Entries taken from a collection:
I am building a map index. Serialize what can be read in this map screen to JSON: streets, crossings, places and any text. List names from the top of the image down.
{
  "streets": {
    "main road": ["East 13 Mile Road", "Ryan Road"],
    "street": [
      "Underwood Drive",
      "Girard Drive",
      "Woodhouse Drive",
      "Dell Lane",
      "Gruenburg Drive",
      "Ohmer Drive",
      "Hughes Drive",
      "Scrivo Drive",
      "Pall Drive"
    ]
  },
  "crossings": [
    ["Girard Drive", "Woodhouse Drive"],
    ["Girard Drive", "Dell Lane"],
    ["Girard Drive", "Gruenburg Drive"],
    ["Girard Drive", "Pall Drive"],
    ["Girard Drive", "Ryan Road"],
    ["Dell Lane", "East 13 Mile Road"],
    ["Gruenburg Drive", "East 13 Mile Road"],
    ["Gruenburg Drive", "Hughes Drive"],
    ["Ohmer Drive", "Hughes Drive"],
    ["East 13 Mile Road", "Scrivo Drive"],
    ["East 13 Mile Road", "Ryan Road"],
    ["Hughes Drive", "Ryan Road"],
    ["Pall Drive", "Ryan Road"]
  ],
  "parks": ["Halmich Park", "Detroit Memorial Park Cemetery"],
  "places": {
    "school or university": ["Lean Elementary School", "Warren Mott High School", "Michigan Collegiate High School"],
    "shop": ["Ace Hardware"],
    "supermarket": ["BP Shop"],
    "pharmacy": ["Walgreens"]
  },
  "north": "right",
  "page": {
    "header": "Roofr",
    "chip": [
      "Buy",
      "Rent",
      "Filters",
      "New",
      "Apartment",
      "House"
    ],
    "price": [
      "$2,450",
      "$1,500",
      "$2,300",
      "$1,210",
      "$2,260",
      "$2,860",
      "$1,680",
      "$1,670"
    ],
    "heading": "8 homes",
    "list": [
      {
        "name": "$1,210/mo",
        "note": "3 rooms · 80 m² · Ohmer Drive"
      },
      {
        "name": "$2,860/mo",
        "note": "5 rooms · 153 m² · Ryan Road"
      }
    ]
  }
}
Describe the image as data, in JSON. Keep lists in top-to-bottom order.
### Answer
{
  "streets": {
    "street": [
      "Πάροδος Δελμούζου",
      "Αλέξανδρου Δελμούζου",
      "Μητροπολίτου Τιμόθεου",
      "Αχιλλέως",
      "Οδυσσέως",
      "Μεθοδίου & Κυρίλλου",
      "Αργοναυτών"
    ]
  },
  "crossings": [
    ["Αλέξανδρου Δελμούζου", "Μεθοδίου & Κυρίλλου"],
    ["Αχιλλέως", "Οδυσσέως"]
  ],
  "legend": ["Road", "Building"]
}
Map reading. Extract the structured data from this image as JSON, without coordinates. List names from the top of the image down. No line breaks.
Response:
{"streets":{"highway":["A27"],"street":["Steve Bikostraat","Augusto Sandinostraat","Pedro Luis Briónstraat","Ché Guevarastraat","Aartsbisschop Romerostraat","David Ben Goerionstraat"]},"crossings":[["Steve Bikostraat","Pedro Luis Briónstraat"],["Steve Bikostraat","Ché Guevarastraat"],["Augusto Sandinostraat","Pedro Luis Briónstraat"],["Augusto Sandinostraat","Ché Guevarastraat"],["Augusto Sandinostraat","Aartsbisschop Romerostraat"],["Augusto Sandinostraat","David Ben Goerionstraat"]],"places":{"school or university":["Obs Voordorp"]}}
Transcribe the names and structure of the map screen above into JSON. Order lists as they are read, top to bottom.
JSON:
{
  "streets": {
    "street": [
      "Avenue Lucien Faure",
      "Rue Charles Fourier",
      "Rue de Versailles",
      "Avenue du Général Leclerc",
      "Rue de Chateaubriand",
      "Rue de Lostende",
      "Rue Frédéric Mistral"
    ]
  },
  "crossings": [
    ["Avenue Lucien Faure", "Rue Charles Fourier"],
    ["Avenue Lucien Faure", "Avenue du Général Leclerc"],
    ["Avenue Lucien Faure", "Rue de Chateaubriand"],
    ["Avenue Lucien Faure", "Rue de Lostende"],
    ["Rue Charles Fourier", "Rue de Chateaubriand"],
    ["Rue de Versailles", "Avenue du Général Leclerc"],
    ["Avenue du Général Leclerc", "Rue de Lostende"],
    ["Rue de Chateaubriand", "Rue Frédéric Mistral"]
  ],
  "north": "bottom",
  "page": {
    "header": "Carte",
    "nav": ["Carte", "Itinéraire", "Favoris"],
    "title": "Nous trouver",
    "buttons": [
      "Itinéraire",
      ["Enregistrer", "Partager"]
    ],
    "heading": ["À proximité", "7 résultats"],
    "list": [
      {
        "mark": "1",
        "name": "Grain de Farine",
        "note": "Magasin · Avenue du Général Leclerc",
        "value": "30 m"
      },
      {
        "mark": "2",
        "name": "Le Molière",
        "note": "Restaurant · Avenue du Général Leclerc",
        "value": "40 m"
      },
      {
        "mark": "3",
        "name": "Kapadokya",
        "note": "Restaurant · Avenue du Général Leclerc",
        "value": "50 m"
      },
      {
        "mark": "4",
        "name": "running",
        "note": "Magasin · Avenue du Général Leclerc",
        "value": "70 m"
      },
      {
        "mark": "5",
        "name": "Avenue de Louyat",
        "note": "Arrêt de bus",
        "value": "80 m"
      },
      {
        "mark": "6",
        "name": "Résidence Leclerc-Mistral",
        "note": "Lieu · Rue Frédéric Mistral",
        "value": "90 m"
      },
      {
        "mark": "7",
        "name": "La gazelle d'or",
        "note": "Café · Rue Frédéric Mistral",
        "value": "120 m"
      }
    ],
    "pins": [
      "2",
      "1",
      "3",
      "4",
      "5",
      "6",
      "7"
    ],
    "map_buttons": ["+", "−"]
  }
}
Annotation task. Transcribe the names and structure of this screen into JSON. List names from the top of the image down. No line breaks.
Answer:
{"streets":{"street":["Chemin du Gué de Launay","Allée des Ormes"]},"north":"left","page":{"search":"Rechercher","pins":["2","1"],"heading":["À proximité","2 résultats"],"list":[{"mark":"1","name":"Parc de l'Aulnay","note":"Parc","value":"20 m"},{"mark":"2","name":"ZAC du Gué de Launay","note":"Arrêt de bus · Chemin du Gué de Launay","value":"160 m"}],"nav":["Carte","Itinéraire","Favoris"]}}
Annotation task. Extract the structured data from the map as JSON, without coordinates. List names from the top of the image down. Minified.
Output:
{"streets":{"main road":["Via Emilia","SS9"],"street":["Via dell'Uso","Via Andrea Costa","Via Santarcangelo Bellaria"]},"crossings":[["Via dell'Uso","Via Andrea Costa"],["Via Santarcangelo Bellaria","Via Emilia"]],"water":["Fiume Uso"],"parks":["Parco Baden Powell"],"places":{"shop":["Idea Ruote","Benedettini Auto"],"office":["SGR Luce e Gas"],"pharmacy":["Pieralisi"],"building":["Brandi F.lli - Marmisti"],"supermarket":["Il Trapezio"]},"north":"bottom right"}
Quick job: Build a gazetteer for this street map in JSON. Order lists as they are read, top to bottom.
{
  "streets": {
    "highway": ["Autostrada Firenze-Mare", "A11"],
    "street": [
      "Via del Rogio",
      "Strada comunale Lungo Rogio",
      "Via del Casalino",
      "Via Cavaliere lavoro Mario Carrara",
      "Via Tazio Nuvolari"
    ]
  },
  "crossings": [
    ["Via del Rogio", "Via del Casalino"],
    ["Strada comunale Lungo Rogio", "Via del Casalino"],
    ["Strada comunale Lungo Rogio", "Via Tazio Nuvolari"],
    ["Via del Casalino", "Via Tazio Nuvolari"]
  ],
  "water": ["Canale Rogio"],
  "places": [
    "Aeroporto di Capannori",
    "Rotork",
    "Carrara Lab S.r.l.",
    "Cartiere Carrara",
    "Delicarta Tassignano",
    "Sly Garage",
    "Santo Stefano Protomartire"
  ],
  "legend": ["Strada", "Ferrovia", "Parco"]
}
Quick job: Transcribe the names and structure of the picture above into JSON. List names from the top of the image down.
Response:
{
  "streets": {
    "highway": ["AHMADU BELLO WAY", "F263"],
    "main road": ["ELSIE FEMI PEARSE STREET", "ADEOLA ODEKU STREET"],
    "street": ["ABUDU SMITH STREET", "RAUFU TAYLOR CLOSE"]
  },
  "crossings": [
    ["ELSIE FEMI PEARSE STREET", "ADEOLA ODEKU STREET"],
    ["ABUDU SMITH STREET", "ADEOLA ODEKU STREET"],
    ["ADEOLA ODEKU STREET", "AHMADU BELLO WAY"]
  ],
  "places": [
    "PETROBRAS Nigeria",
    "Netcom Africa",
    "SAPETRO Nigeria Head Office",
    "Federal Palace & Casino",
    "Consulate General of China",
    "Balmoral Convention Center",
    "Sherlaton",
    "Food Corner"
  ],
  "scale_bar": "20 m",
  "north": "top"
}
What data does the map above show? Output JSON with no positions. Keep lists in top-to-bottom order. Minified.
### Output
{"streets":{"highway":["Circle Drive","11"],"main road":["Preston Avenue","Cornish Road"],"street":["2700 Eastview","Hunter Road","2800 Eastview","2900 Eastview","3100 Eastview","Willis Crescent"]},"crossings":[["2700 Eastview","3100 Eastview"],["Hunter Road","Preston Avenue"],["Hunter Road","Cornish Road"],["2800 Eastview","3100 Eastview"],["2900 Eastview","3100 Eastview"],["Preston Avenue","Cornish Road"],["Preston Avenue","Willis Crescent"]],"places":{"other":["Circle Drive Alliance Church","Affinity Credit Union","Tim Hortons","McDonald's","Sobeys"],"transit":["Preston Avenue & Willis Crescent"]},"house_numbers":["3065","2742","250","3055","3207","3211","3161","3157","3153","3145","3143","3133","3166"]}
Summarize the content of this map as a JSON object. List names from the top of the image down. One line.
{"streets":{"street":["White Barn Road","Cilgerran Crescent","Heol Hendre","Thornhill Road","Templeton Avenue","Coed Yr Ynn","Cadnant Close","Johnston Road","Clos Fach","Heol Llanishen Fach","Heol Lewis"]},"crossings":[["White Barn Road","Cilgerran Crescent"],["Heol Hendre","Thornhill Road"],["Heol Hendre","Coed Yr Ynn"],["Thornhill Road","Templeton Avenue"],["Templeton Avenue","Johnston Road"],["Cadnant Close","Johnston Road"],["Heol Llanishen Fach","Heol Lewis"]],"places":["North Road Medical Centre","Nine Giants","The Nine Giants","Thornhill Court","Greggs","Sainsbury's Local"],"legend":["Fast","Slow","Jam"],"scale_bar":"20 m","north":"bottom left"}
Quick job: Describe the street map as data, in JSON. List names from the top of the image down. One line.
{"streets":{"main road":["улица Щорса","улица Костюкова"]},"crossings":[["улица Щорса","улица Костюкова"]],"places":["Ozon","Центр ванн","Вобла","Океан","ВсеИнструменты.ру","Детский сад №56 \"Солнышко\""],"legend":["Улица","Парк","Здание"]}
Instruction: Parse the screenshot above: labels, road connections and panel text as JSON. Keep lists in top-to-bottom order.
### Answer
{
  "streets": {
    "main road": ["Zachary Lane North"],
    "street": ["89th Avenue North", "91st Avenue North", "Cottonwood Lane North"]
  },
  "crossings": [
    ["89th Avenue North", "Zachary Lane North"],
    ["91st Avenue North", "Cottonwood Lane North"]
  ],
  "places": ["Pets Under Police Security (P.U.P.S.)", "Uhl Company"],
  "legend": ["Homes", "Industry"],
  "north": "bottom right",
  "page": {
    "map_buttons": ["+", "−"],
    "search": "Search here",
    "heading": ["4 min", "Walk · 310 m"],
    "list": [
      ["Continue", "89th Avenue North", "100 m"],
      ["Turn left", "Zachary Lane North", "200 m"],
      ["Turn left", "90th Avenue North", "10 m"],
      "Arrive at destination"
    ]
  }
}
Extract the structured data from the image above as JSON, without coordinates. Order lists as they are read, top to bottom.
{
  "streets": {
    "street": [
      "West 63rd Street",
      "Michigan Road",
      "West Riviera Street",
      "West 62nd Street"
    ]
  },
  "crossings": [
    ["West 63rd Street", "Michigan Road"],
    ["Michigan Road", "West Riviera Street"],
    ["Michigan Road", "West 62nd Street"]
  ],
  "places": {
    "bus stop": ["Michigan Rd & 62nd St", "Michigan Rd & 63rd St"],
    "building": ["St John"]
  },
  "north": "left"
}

ACTIVITY: How many lines in the entries above include the string "Tazio"? Answer with the number only.

THE COMPLETED TASK: 3